**Records to use:**
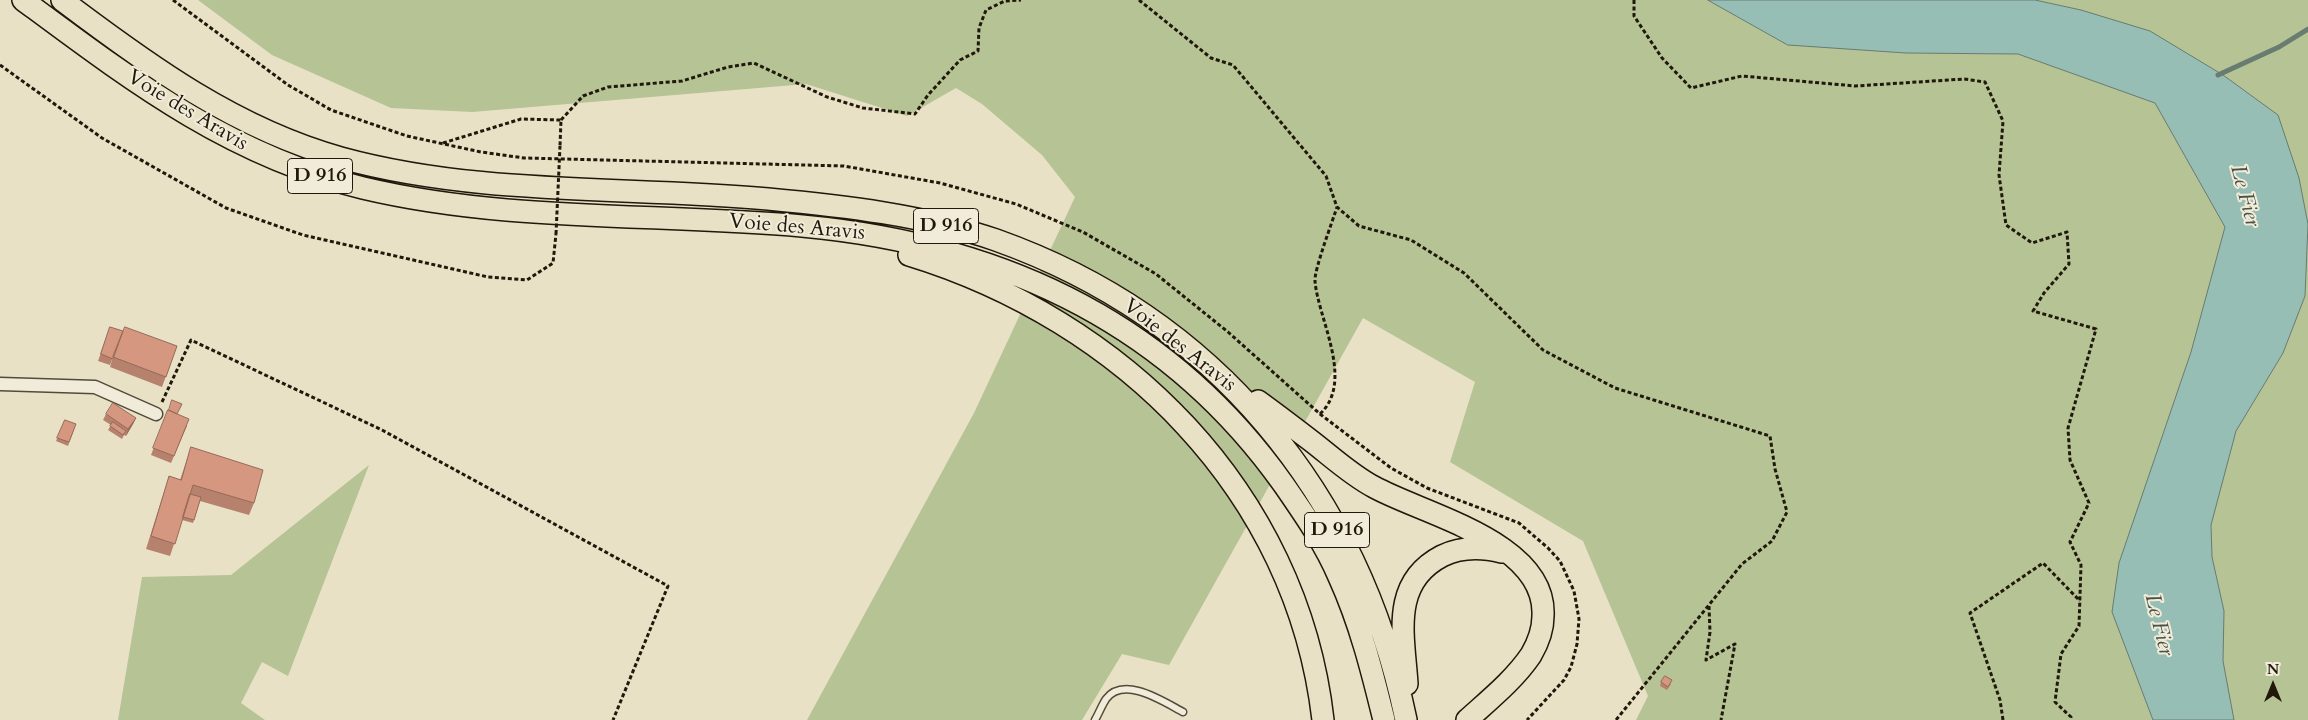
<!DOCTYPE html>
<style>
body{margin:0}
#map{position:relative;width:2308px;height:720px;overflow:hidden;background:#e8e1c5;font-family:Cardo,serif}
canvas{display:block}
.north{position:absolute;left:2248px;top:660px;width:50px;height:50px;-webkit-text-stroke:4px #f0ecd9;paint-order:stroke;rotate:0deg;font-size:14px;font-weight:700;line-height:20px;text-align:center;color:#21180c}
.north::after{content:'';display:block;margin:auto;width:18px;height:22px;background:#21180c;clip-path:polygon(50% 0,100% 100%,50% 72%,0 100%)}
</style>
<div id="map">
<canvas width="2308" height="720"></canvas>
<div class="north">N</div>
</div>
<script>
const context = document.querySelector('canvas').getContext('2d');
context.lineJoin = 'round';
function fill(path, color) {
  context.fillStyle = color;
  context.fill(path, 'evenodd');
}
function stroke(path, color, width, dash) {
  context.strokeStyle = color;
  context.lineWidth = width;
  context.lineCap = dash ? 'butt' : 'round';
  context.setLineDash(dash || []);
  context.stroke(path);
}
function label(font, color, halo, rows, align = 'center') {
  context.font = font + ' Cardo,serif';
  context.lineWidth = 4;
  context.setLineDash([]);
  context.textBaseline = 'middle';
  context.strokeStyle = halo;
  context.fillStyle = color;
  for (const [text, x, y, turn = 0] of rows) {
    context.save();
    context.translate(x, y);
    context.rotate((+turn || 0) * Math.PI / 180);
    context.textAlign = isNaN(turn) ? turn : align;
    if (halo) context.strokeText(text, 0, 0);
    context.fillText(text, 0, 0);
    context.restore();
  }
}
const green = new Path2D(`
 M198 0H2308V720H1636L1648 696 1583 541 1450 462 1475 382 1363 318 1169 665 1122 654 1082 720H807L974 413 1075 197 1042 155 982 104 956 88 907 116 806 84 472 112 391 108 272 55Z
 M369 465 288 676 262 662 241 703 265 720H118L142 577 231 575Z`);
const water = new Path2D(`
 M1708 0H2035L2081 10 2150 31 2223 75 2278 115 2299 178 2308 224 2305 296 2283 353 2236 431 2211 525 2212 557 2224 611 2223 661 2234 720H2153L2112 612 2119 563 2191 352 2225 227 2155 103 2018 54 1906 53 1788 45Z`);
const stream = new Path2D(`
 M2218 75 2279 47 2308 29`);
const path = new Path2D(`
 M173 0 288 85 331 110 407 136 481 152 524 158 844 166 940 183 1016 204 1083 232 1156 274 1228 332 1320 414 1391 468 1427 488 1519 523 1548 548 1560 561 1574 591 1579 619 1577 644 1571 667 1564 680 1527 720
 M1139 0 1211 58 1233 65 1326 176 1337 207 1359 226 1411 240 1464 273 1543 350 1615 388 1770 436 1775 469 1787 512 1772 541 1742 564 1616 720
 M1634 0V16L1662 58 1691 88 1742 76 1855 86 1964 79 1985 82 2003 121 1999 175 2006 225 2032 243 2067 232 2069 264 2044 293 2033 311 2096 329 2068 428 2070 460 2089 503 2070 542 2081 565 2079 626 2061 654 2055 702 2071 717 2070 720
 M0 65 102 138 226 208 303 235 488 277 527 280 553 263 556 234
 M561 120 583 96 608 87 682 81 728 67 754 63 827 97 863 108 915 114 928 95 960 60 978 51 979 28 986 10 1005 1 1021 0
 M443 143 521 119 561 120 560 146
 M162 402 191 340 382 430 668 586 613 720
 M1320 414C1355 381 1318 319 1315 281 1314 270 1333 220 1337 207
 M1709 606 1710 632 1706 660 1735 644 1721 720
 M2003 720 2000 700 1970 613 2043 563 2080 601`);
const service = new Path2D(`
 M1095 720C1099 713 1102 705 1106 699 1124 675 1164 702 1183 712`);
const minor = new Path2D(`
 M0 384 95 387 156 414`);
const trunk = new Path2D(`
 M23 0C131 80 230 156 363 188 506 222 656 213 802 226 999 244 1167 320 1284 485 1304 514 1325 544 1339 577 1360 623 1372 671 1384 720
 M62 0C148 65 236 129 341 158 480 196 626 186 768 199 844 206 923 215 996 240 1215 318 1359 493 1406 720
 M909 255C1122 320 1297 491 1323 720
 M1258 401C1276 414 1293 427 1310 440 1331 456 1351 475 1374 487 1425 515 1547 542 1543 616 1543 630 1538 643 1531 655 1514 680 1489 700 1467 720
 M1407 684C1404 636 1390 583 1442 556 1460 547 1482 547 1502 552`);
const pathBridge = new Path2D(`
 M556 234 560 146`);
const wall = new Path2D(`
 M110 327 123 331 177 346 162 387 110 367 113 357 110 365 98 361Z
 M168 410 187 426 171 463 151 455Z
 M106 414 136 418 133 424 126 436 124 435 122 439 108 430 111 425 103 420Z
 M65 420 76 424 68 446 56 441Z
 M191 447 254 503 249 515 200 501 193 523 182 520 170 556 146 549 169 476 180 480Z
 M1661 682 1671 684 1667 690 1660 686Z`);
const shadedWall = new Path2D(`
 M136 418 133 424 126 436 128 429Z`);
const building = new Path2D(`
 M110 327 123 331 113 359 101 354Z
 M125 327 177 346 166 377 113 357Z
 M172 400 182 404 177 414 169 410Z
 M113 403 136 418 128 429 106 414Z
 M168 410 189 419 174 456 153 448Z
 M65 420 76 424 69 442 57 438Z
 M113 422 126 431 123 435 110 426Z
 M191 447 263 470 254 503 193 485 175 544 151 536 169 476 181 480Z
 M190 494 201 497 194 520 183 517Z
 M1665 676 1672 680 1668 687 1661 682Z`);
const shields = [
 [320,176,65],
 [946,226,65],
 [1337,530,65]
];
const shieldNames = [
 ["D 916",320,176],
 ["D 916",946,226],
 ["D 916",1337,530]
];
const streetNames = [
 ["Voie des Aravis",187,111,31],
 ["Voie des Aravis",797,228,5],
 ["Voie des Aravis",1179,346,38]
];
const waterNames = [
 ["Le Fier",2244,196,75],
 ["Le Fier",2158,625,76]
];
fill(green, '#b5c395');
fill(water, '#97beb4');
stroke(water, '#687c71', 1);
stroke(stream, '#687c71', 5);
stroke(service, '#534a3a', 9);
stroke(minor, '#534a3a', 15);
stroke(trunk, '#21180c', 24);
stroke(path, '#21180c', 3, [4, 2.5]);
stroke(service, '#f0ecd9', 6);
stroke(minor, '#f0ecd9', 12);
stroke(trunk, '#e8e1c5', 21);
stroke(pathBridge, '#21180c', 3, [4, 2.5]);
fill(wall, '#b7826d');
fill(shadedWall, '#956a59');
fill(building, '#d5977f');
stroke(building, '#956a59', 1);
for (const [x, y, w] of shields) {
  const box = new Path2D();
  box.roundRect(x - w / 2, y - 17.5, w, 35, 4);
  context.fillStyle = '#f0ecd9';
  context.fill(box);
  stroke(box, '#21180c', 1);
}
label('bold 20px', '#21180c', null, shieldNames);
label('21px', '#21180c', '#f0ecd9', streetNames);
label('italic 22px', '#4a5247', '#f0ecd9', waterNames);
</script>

**What is needed:** Of all the entries above, repeat only the lines from the line that has "const minor = new" to the line that has "M65 420 76 424 68 446 56 441Z", both lines included, exactly.

**Written answer:**
const minor = new Path2D(`
 M0 384 95 387 156 414`);
const trunk = new Path2D(`
 M23 0C131 80 230 156 363 188 506 222 656 213 802 226 999 244 1167 320 1284 485 1304 514 1325 544 1339 577 1360 623 1372 671 1384 720
 M62 0C148 65 236 129 341 158 480 196 626 186 768 199 844 206 923 215 996 240 1215 318 1359 493 1406 720
 M909 255C1122 320 1297 491 1323 720
 M1258 401C1276 414 1293 427 1310 440 1331 456 1351 475 1374 487 1425 515 1547 542 1543 616 1543 630 1538 643 1531 655 1514 680 1489 700 1467 720
 M1407 684C1404 636 1390 583 1442 556 1460 547 1482 547 1502 552`);
const pathBridge = new Path2D(`
 M556 234 560 146`);
const wall = new Path2D(`
 M110 327 123 331 177 346 162 387 110 367 113 357 110 365 98 361Z
 M168 410 187 426 171 463 151 455Z
 M106 414 136 418 133 424 126 436 124 435 122 439 108 430 111 425 103 420Z
 M65 420 76 424 68 446 56 441Z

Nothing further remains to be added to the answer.